■ **EXERCISE INSTRUCTIONS**: Exactly how many lines in this listing contain "labels"? Only the number is needed.

■ **SUPPLIED RECORDS**:

================================

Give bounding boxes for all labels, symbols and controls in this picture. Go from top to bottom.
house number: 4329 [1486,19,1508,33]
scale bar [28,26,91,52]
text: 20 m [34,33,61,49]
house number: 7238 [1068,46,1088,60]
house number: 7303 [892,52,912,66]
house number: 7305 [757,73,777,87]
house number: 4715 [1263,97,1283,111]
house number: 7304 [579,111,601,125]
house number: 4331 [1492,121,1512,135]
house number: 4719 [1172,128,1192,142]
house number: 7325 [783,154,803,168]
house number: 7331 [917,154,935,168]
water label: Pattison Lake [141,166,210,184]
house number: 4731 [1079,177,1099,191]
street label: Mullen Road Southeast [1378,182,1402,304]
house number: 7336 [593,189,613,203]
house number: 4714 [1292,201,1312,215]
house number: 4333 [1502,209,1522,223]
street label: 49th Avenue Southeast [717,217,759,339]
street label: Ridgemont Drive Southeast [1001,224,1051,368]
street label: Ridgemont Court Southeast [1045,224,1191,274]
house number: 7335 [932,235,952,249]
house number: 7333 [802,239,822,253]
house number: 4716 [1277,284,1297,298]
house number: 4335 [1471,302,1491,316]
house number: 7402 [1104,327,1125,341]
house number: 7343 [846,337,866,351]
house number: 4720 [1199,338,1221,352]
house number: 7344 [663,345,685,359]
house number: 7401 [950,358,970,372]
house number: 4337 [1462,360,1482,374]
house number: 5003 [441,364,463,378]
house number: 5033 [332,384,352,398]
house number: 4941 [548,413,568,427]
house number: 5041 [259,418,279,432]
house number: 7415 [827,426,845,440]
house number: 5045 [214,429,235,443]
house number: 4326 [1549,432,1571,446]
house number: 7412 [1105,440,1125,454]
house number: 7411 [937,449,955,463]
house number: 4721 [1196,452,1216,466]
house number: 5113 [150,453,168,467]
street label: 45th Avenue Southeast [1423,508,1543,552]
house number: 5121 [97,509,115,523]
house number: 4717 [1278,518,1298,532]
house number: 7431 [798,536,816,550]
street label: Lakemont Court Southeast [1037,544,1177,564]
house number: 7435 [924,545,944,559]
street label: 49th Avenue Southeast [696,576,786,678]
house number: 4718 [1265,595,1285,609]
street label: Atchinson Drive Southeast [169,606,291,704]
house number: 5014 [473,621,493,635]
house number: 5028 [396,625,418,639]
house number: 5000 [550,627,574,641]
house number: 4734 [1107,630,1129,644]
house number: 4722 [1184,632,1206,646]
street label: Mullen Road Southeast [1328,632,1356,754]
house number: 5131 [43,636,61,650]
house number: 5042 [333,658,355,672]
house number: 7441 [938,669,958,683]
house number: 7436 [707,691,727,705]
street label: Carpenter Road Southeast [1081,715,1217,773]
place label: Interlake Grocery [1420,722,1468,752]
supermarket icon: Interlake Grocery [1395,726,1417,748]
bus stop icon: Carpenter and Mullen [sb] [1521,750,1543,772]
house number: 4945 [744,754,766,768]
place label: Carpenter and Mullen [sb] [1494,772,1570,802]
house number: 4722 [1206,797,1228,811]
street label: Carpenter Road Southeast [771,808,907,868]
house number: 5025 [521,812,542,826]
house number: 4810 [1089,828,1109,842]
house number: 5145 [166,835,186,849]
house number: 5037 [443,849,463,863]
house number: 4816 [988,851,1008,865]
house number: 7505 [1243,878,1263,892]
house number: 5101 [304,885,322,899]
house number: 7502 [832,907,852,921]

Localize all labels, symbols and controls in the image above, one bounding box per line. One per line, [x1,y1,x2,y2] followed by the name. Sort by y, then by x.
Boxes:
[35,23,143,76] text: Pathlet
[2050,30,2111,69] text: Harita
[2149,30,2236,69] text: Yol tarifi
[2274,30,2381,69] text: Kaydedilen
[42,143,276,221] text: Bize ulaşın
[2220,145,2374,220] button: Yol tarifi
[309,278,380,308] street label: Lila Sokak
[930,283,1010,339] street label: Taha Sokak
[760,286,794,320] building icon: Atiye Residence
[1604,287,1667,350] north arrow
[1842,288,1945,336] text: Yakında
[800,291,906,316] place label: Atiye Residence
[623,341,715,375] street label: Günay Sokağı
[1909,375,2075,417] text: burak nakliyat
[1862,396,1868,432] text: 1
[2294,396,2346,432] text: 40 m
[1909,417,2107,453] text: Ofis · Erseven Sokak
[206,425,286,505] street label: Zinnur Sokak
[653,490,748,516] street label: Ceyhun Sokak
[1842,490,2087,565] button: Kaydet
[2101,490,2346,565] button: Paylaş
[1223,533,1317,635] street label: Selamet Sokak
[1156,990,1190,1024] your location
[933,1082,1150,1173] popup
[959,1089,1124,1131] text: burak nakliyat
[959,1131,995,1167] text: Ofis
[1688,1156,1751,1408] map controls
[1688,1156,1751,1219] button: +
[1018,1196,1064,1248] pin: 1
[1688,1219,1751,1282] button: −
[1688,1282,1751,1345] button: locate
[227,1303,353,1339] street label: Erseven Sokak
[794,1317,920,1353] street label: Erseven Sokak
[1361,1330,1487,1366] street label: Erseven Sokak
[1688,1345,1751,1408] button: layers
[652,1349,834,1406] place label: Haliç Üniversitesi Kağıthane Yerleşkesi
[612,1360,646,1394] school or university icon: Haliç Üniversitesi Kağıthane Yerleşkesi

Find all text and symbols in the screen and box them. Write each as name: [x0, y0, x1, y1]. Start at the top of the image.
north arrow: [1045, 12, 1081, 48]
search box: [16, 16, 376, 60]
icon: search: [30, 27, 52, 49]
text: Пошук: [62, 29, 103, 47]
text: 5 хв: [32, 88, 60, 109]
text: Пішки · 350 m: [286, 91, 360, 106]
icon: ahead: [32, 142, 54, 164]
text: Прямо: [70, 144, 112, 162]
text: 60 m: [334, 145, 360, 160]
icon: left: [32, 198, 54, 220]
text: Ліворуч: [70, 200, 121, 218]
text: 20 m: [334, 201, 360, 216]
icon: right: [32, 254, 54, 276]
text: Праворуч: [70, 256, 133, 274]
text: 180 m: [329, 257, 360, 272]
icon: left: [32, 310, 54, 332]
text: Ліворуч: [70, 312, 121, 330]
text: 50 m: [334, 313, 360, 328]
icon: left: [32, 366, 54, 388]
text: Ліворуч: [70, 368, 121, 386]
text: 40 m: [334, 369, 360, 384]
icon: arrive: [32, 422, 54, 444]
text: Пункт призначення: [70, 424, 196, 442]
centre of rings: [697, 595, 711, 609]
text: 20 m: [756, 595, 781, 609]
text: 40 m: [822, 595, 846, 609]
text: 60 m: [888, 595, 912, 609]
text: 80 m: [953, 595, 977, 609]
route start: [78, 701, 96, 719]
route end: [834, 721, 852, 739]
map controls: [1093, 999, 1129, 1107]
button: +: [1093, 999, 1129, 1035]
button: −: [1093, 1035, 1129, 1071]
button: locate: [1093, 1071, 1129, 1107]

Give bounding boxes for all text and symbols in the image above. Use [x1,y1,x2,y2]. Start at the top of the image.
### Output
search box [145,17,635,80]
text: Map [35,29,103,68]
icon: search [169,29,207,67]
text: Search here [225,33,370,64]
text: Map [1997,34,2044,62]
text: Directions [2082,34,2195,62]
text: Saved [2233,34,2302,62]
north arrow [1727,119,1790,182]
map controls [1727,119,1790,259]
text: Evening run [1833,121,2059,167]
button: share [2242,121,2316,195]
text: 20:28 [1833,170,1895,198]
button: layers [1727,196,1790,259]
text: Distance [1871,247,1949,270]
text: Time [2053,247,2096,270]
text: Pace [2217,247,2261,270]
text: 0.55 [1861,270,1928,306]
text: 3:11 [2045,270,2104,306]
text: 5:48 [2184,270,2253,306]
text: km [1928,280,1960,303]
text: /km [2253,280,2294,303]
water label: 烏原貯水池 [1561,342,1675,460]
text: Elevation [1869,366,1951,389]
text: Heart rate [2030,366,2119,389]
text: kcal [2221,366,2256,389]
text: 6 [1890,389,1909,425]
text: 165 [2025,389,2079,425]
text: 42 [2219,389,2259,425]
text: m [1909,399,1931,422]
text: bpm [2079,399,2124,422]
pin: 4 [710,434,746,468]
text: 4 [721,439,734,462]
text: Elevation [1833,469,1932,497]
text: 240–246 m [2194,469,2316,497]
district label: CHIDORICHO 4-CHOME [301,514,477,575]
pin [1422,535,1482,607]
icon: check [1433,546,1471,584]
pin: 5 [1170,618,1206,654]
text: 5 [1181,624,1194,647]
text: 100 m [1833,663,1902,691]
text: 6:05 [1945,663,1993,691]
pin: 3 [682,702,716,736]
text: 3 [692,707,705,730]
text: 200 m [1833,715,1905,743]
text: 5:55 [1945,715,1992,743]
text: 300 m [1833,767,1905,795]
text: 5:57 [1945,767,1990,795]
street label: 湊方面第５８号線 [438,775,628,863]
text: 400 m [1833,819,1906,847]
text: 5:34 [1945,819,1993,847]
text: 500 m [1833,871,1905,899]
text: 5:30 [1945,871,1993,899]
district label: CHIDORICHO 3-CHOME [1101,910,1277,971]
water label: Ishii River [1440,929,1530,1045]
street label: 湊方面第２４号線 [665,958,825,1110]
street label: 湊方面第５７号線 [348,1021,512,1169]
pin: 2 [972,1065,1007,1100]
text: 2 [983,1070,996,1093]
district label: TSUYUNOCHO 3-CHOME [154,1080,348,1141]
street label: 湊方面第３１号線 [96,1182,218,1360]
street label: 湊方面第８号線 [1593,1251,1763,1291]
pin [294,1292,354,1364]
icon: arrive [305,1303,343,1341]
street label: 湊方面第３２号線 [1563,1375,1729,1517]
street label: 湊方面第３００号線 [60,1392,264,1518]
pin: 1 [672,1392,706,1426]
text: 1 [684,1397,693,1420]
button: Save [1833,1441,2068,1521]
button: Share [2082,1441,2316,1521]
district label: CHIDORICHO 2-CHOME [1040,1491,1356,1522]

================================

■ **RESPONSE BOX**: 2